- **Task directions**:
Provide nothing except how many lines of the data contain the word "TUNGGORONO".

[Source data Boundary: Start]

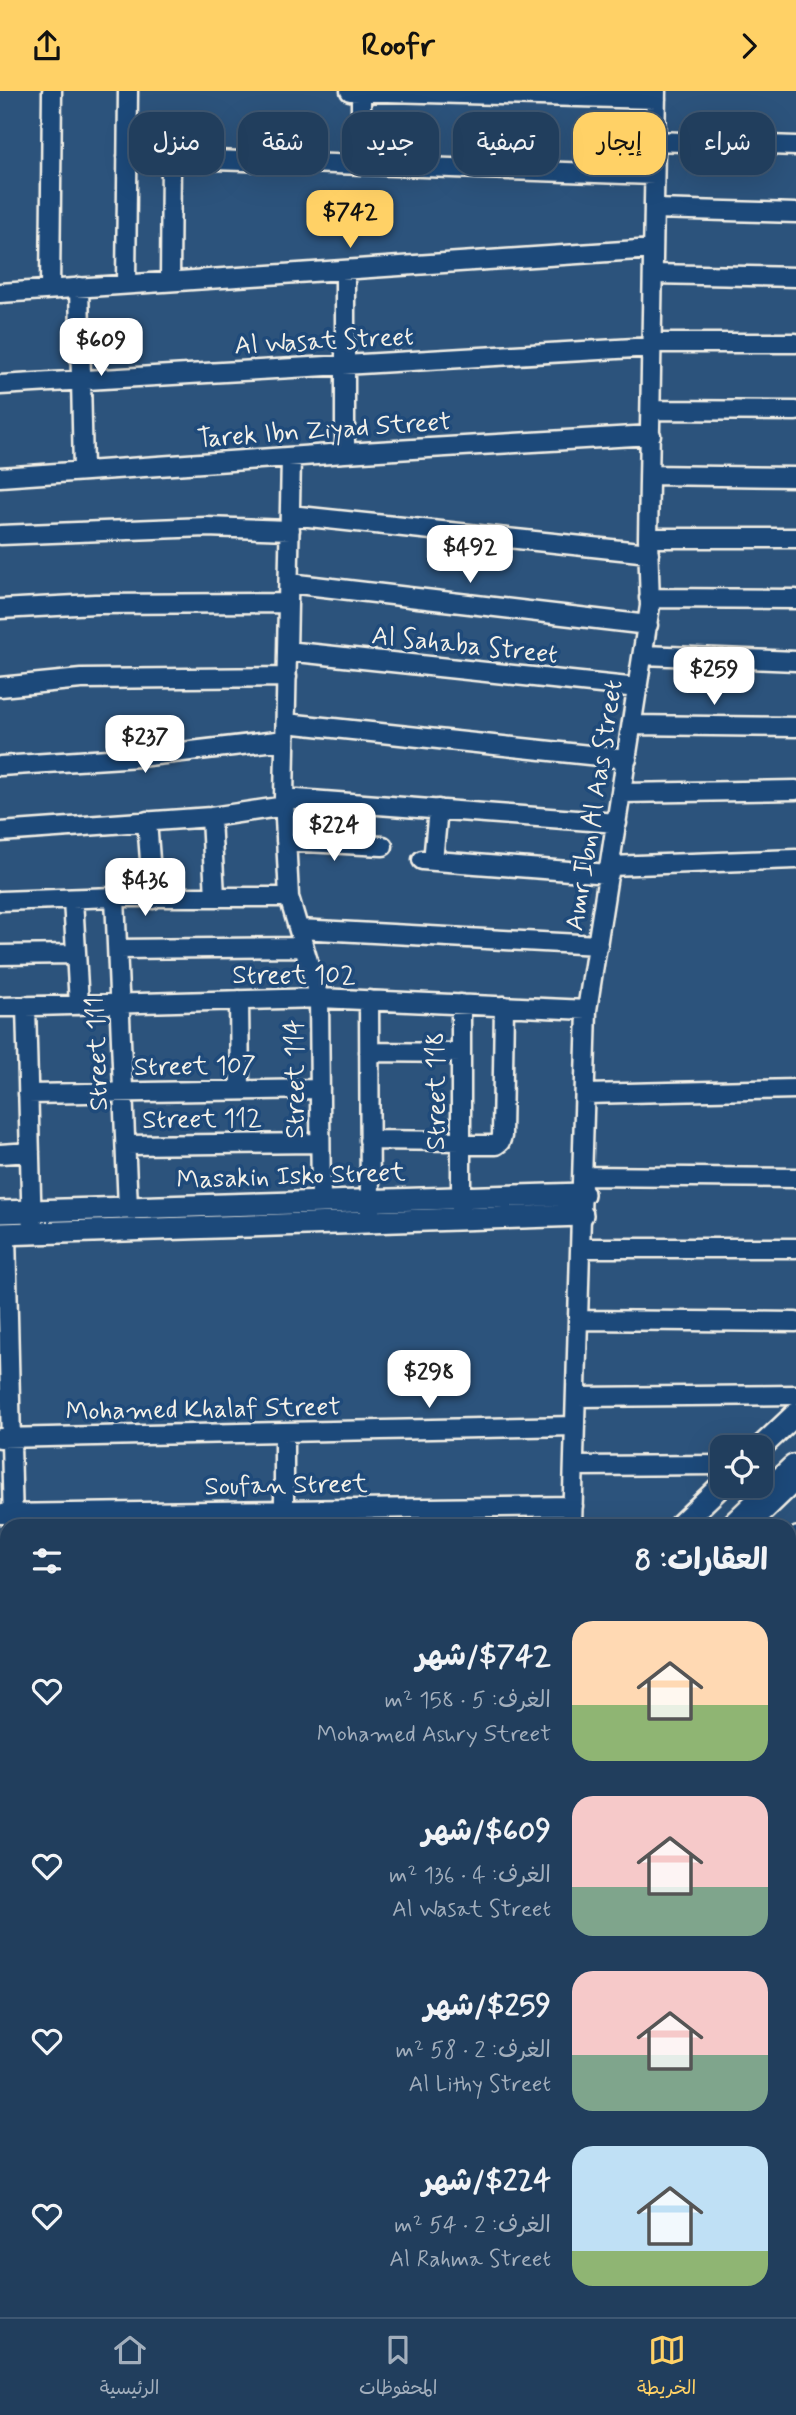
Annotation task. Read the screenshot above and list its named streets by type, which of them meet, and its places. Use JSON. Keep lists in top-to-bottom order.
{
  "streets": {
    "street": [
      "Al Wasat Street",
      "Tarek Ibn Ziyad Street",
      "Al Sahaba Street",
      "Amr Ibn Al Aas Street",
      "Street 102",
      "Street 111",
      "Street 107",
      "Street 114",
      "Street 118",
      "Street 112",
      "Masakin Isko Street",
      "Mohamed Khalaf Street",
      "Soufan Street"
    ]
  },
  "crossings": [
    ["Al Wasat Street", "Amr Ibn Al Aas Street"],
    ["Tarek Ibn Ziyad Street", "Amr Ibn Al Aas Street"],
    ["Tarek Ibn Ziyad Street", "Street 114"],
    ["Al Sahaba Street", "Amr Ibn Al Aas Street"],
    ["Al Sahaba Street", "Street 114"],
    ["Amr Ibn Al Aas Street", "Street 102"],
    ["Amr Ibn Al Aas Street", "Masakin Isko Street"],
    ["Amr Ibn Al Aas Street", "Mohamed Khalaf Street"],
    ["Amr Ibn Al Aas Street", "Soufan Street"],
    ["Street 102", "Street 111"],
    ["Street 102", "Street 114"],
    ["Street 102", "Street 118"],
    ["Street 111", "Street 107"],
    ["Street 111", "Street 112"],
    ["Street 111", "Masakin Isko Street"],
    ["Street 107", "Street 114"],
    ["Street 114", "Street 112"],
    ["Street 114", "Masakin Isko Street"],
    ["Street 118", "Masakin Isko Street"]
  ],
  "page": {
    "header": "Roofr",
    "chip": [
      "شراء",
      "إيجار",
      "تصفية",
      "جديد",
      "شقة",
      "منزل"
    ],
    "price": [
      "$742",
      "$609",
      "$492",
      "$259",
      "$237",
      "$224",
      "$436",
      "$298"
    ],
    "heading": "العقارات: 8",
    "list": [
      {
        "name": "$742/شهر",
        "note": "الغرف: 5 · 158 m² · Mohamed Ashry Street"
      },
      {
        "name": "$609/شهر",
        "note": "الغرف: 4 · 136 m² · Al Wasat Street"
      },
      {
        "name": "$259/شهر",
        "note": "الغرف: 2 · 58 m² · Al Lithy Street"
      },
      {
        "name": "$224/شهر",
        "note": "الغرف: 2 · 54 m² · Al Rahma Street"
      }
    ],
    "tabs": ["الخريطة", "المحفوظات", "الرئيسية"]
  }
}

[Source data Boundary: End]
[Source data Boundary: Start]

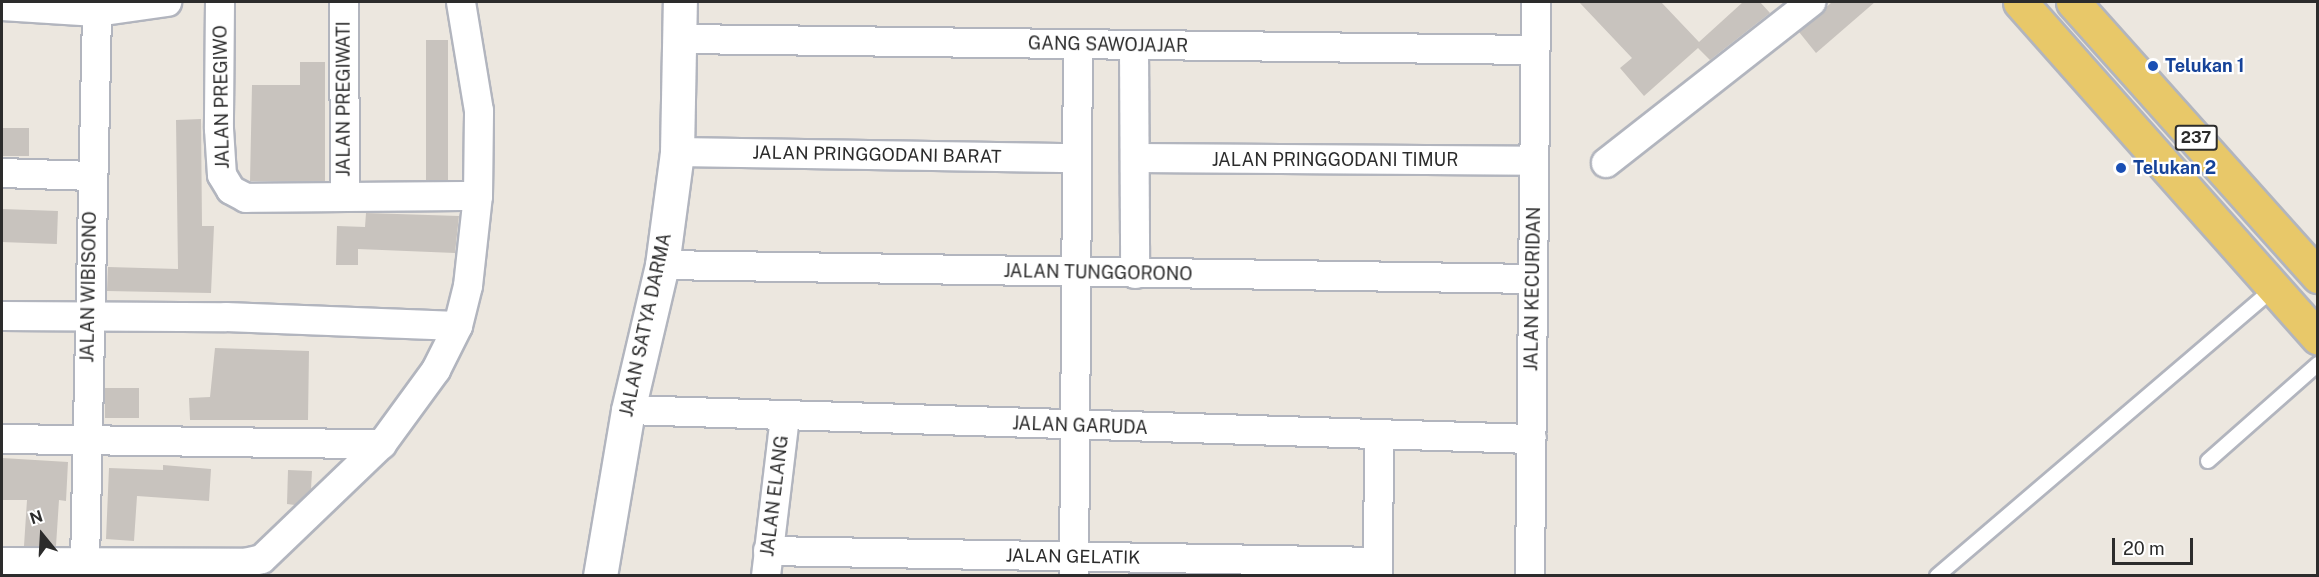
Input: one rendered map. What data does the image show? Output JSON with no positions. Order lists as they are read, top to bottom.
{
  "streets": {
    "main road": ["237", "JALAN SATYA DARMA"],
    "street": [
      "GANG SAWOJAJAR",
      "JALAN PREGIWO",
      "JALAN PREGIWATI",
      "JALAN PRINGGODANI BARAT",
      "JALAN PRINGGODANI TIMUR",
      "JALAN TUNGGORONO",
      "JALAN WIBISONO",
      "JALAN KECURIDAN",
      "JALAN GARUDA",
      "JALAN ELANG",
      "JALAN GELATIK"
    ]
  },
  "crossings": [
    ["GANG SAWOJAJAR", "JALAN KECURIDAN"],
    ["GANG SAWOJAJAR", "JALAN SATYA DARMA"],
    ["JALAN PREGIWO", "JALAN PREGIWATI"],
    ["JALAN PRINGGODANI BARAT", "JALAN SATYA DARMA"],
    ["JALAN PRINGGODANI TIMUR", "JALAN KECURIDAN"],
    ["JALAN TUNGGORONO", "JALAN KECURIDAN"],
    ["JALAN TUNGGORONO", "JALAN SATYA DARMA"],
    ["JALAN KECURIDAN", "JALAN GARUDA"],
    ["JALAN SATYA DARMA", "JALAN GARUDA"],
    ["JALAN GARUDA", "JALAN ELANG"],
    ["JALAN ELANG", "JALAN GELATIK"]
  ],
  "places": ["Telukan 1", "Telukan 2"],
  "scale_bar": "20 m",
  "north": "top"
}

[Source data Boundary: End]

- **Task output**:
3